1. Preheat your oven to 220°C/200°C fan/ Gas 7. Pop 2 ovenproof frying pans in the oven to heat up (see our tip below).
2. Tip the flour into a large bowl. Crack in the eggs and beat together till smooth. Add the icing sugar and a good grating of nutmeg. Slowly pour in the milk, mixing constantly, till you have a smooth batter.
3. Carefully remove the frying pans from the oven. Add the butter to the hot pans and swirl it around to melt. Ladle in the batter and slide into the oven. Cook for 10-12 mins till the Dutch babies are puffed up and golden.
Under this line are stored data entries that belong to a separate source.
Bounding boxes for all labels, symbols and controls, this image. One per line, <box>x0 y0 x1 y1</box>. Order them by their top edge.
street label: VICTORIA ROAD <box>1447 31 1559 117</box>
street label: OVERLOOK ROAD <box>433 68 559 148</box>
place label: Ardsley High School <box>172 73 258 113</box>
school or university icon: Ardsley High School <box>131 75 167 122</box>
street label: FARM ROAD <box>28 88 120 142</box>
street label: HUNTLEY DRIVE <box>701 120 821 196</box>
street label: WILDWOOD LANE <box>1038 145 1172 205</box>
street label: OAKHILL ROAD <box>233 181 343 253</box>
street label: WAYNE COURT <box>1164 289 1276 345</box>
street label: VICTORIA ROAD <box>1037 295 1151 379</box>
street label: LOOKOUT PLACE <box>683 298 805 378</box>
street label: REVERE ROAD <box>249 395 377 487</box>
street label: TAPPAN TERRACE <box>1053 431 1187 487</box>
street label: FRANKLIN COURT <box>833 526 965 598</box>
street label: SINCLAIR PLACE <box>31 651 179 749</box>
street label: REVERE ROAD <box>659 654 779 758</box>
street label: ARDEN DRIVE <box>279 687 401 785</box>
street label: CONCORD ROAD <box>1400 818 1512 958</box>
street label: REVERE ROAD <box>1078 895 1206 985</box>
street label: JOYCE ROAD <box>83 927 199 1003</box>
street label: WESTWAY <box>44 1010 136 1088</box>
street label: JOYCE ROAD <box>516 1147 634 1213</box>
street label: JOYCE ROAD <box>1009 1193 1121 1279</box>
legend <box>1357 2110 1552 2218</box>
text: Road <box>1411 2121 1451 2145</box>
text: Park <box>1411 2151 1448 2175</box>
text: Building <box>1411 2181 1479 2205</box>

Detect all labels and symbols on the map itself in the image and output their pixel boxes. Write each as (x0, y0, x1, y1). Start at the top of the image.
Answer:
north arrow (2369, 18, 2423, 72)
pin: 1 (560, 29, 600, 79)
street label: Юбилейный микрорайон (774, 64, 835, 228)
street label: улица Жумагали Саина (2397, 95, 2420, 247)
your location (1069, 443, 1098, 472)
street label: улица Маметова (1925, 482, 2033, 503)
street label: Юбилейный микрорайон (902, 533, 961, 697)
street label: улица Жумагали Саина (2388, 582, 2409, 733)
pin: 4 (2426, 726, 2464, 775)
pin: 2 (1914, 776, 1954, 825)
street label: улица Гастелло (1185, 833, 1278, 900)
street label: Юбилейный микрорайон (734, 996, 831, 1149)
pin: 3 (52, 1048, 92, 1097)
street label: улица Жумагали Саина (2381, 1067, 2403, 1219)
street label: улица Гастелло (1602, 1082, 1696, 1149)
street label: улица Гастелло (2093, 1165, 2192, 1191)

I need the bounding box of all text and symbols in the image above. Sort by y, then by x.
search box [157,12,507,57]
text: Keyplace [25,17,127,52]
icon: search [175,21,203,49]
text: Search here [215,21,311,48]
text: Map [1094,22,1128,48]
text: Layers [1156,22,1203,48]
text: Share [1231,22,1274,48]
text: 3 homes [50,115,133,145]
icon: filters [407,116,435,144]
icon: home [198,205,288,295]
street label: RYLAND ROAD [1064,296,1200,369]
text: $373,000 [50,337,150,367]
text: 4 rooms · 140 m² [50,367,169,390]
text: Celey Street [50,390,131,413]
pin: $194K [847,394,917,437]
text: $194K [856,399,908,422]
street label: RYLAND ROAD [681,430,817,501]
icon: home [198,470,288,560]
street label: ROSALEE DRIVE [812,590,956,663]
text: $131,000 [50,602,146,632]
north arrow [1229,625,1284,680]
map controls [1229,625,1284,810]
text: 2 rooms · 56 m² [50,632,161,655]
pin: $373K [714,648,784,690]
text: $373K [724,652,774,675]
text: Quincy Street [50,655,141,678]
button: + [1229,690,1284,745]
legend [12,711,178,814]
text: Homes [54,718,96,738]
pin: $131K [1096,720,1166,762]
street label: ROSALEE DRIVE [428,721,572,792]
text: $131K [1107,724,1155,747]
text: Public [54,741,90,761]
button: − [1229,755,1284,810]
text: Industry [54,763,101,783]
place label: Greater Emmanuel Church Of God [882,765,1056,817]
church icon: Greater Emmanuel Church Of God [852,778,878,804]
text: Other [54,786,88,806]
4. Lift each Dutch baby on a plate, spoon in the toppings and serve straight away.
5. Pick Your Pans
We used 2 x 18cm ovenproof frying pans for this recipe. These will serve 1-2 people each. Alternatively, you can use a large frying pan and make a big Dutch baby to cut up and share – you may need to cook a larger Dutch baby for a little longer. If you don’t have ovenproof frying pans, you can use baking dishes.
6. Sweet or Savoury?
Leave out the nutmeg and sugar in the batter if you want to make savoury Dutch babies, and add some chopped soft herbs to the batter instead. Fill with cheese, salmon, ham, spinach or crispy fried bacon.